The gig started with the duo hidden behind a curtain and just Bell’s almost-operatic voice singing Rock-A-Bye Baby. Then the curtain dropped from the stage to reveal Bell dressed in a white catsuit with huge angel wings.
Vince Clarke, the keyboard and guitar player, was impassively sporting an old-fashioned flying suit with an electric desk fan strapped to his head.
We were invited to imagine we were watching them in a wood, with huge foam trees filling the stage.
The staging and lighting were impressive, as were Bell’s costume changes. From the feather wings he stripped down to a spangly vest and tight trousers to reveal his impressive physique. Later, we were treated to the sight of his diamante Elvis-style suit slashed to the navel.
For Blue Savannah he skipped on to the stage seemingly naked, using two bright fuchsia feather fans to hide his modesty. These were whipped away to reveal a pair of gold sequined underpants, and for the encore he came on in the shortest robe imaginable.
Bell, from Peterborough, has family in Gorleston, near Great Yarmouth, and 30 relatives came along to cheer on his performance - and he obviously enjoyed playing up to them and the crowd for this Erasure Show date.
The band's tour has sold out across Britain, Germany and America, and even though the openly out Bell camped it up for the gay men in the crowd, it was by no means an exclusively gay audience.
Erasure have been going for 20 years as a mainstream pop duo. Clarke, the electronic wizard also behind Yazoo and Depeche Mode, now lives in America with his wife.
This year’s an important one for them. Erasure haven’t toured for some time and they’ve brought out their first album of original material, Nightbird, for the first time in four years.
Both the tour and album have been well-received, which must be a relief for Bell, particularly.
Both he and his long-term boyfriend are HIV positive and while Bell’s known this since 1998 he’s only just shared that fact with the world. He says mock-bitterly that it’s the only time Erasure have made it on to MTV News.

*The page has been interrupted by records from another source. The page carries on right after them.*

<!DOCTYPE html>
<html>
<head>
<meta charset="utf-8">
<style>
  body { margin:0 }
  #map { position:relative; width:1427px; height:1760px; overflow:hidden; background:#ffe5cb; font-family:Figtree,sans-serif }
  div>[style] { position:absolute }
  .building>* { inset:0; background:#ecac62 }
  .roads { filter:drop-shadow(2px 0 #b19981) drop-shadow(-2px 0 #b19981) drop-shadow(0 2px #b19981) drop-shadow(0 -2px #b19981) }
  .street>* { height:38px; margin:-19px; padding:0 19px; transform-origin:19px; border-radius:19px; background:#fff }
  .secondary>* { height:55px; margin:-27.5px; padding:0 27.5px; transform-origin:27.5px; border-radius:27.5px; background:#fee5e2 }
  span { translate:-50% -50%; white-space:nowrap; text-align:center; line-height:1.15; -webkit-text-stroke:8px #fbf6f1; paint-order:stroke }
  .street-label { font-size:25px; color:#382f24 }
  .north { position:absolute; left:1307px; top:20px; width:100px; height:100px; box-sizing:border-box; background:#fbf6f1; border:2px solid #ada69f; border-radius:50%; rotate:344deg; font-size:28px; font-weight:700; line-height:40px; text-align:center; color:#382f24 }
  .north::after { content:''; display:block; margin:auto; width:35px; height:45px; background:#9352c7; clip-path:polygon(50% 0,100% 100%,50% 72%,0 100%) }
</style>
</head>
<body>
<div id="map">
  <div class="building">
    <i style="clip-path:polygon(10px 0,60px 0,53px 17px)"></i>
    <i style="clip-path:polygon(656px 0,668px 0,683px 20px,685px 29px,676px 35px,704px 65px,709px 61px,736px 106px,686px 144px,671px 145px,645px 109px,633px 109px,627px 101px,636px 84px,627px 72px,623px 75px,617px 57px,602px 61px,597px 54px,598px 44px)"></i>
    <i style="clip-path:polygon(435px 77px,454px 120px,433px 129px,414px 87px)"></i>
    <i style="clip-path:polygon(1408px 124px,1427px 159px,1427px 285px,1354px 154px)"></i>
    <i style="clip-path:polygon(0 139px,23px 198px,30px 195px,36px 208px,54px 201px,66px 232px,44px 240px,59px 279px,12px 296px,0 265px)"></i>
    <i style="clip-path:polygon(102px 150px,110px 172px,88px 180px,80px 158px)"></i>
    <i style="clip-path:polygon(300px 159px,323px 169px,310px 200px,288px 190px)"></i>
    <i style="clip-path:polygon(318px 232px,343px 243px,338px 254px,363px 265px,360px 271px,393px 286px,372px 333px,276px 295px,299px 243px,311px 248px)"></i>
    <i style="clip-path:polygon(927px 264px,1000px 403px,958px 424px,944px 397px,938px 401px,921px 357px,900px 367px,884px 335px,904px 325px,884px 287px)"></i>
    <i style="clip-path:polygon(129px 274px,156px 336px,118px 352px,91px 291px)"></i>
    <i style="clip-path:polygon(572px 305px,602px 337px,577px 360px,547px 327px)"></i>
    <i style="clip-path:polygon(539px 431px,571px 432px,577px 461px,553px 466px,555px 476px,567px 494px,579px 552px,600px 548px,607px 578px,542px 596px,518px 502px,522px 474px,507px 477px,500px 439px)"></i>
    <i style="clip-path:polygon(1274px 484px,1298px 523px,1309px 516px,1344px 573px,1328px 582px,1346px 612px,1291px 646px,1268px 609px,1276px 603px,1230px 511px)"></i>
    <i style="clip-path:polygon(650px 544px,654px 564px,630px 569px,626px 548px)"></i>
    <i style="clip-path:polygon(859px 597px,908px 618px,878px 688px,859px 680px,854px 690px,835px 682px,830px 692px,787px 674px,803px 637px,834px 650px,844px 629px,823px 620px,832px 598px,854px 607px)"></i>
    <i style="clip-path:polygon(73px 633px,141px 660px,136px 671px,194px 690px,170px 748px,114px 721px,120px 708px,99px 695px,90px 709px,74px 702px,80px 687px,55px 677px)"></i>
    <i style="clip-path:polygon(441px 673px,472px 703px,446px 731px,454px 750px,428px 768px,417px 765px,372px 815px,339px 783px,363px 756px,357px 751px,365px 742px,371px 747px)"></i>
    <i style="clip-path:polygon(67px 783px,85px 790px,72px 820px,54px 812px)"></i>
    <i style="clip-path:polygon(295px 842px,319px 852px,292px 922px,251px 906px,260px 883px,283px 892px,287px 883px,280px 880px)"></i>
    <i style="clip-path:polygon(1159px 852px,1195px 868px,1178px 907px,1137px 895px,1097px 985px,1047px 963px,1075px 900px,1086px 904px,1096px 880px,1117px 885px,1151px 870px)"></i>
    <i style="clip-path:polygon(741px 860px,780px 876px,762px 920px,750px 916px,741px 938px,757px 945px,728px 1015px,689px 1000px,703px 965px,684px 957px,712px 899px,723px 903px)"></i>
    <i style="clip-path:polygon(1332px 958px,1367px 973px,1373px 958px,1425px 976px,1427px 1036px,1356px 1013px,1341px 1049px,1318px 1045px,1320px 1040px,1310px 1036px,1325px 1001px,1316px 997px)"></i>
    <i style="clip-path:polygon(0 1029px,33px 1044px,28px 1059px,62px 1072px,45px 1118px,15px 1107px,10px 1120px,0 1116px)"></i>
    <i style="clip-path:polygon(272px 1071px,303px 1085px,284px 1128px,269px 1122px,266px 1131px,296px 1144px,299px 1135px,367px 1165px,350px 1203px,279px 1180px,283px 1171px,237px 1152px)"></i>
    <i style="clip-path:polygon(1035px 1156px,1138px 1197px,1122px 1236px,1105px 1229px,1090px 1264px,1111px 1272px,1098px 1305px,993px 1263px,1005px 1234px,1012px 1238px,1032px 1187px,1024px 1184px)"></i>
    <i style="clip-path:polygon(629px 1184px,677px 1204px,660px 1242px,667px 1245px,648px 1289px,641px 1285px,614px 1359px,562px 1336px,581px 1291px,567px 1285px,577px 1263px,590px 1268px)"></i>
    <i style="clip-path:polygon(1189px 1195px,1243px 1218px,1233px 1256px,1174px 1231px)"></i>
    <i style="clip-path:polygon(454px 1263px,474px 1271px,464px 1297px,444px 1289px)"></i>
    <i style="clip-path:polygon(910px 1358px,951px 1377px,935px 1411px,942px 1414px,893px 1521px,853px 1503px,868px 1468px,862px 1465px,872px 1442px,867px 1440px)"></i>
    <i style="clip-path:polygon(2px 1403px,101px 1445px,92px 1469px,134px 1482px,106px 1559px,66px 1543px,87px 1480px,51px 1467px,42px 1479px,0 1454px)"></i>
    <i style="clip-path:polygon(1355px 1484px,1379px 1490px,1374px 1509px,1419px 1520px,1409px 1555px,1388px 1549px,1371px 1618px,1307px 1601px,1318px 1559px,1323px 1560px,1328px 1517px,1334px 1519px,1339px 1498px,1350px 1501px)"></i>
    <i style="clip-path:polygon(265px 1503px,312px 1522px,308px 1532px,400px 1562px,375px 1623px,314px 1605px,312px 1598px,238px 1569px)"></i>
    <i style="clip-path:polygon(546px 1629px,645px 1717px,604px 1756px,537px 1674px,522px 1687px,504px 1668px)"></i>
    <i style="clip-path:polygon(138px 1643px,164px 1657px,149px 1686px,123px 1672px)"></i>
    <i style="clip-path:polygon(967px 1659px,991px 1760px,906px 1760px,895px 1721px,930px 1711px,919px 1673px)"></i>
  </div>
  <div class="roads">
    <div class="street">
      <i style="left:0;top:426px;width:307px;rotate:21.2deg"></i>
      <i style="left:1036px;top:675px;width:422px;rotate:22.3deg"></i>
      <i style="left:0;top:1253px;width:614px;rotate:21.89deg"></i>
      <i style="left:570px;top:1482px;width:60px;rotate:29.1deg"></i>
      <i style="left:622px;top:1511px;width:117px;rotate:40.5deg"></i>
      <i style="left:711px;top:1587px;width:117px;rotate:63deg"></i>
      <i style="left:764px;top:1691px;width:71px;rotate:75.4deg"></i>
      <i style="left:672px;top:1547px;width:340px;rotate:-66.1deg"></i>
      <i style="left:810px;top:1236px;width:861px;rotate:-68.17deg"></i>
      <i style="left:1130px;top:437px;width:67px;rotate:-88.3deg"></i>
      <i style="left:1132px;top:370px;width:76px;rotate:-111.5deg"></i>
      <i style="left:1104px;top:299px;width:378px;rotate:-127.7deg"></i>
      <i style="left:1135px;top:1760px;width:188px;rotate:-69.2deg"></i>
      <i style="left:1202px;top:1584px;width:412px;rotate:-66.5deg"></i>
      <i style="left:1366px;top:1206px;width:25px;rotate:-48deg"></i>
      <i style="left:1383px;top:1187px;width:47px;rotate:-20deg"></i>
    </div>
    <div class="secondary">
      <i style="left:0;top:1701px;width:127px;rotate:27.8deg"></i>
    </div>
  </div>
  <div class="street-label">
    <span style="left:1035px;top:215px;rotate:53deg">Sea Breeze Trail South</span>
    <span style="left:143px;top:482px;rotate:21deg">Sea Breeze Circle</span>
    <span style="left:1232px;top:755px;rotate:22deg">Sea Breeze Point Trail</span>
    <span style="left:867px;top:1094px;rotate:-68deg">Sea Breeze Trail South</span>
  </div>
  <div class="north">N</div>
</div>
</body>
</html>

The news brought a new poignancy to many of his lyrics, 'I’m dying to show you what love is about,' he sung. It’s his illness which may account for his powerful body and voice. He’s had both his hips replaced but he’s never looked or sung better. He’s obviously taking a lot of care of himself.
The set itself was a crowd pleaser from start to finish. The two female backing singers, dressed as fairies then Marilyn Monroe look-a-likes, gave it their all.
Every song you ever wanted to hear and more was churned out during this sellout gig: Love To Hate You, A Little Respect, Ship Of Fools, Who Needs Love Like That, Oh L’Amour and Stop!
They played for 90 minutes and then came back on with a ten-minute encore which included their first chart hit, Sometimes, from 1986.
The only downside was how Bell interacted with the audience. This strapping man spoke constantly in a little girl’s voice.
It was meant to be a joke, but there was no punch line. When he praised Norwich City Council for planting flowers along the road towards the UEA.
"I counted more than a million," he said in his dreamy high-pitched voice. There was some embarrassed or sycophantic laughter, while others just looked puzzled.
There was no interaction from Clarke, who has made his stage name being the poker-faced straight man to Bell’s court jester act.
Strange voices aside, the gig delivered what the audience wanted: perfect pop, high-octane dance hits, ballads, high camp and a duo who have lasted the distance and are still going strong.
- Erasure played the UEA in Norwich on Friday 18 March 2005.